Patients will be enrolled in the study during a regularly scheduled office visit in clinical practice (screening and enrollment visit) and followed during 3-4 years in what will be called the Observational Phase. During this phase, the patient will be followed by his/her doctor as per routine clinical practice, according to his/her disease. The patient will not suffer any changes in his/her treatment or follow-up due to his/her participation in the study. The patient will receive standard clinical practice and he/she will not do any other study-specific visit.
Observational Phase:
Patients will be followed for 3-4 years since the inclusion in the study. Once the patient is enrolled in the study, retrospective data collection at the start and end of VMP-Dara induction will be collected. Subjects who discontinue maintenance therapy before disease progression (V or V-Dara), will continue to have response rate evaluations, PFS and toxicity recorded as per routine clinical practice, until the end of the study or progression, whatever comes first.
During this observational follow-up, both the duration of the initially prescribed V-Dara maintenance (and the time when bortezomib is stopped before daratumumab if this ever happens), the existence of potential adverse reactions and the fate of the disease in terms of progression and survival, even though the maintenance only daratumumab could have been stopped, will be documented for a total of up to 3-4 years. Maintenance with V-Dara, or just daratumumab once bortezomib is suspended, can be finalized due to progression, unacceptable toxicity or voluntary withdrawal.

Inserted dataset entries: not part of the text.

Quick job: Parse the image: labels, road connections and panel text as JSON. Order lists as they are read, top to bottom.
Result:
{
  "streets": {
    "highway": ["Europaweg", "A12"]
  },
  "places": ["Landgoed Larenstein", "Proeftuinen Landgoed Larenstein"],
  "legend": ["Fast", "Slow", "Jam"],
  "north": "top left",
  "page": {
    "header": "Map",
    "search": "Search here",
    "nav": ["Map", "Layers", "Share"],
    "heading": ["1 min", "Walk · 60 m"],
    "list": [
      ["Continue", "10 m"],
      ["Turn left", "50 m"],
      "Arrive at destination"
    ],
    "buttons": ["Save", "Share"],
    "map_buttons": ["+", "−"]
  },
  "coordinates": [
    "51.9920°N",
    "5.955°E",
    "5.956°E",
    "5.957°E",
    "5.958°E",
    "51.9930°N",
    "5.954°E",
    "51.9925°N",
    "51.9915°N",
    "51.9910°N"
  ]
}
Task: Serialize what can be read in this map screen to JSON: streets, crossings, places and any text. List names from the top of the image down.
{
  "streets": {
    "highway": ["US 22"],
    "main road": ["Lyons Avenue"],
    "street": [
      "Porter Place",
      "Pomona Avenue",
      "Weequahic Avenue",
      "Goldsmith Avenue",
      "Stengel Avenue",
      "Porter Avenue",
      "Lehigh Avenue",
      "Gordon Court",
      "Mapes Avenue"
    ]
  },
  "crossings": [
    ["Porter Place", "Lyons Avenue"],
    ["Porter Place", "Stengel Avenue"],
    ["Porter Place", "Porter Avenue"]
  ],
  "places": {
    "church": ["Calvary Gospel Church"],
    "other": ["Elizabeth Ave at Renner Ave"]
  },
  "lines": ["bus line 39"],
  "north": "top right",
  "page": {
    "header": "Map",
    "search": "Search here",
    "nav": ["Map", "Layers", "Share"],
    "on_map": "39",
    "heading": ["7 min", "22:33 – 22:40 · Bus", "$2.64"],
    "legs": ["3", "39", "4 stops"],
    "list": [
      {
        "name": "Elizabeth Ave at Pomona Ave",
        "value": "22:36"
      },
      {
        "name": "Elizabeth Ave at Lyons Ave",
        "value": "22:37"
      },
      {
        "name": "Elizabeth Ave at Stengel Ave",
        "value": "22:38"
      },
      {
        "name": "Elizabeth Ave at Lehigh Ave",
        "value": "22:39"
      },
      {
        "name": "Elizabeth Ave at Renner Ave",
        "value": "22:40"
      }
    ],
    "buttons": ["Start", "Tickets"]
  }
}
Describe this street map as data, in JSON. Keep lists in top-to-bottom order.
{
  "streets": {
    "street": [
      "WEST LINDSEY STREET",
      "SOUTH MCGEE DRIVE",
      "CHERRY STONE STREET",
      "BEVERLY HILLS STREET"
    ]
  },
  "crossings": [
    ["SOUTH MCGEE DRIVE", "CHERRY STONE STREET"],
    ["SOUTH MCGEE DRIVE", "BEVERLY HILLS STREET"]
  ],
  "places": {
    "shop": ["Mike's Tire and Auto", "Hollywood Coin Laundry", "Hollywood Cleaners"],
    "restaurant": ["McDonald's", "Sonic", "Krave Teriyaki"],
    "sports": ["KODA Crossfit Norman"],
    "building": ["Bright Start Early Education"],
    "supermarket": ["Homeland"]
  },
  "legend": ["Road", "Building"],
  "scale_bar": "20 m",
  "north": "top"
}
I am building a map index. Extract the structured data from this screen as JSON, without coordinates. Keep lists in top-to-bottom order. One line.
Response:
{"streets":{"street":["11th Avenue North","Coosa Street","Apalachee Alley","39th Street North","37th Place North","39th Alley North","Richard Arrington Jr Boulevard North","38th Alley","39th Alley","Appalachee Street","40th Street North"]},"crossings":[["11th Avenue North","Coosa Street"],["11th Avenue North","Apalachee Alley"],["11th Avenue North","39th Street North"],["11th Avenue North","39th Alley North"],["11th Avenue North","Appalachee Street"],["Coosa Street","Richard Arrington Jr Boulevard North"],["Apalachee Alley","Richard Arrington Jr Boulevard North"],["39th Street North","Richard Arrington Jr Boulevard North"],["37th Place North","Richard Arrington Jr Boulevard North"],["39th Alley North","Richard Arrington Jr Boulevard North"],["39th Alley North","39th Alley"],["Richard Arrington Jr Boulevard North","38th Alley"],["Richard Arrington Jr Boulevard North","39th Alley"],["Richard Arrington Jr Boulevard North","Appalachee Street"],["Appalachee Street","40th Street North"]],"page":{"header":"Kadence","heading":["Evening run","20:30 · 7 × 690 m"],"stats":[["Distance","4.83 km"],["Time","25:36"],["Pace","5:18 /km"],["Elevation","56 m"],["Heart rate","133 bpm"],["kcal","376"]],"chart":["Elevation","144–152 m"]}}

This observational study has the following objectives:
Primary Objective:
\- To describe the effectiveness of V-Dara maintenance after VMPDara induction in patients with MM non-eligible for autologous stem cell transplantation in the Spanish clinical setting (clinical practice).
Secondary Objectives:
* Compare the effectiveness of VMP-Dara induction followed by V-Dara maintenance with the results of the Daratumumab arm of the Alcyone trial (VMP-Dara followed by Dara maintenance).
* To describe the safety of the V-Dara maintenance therapy used in clinical practice after VMP-Dara.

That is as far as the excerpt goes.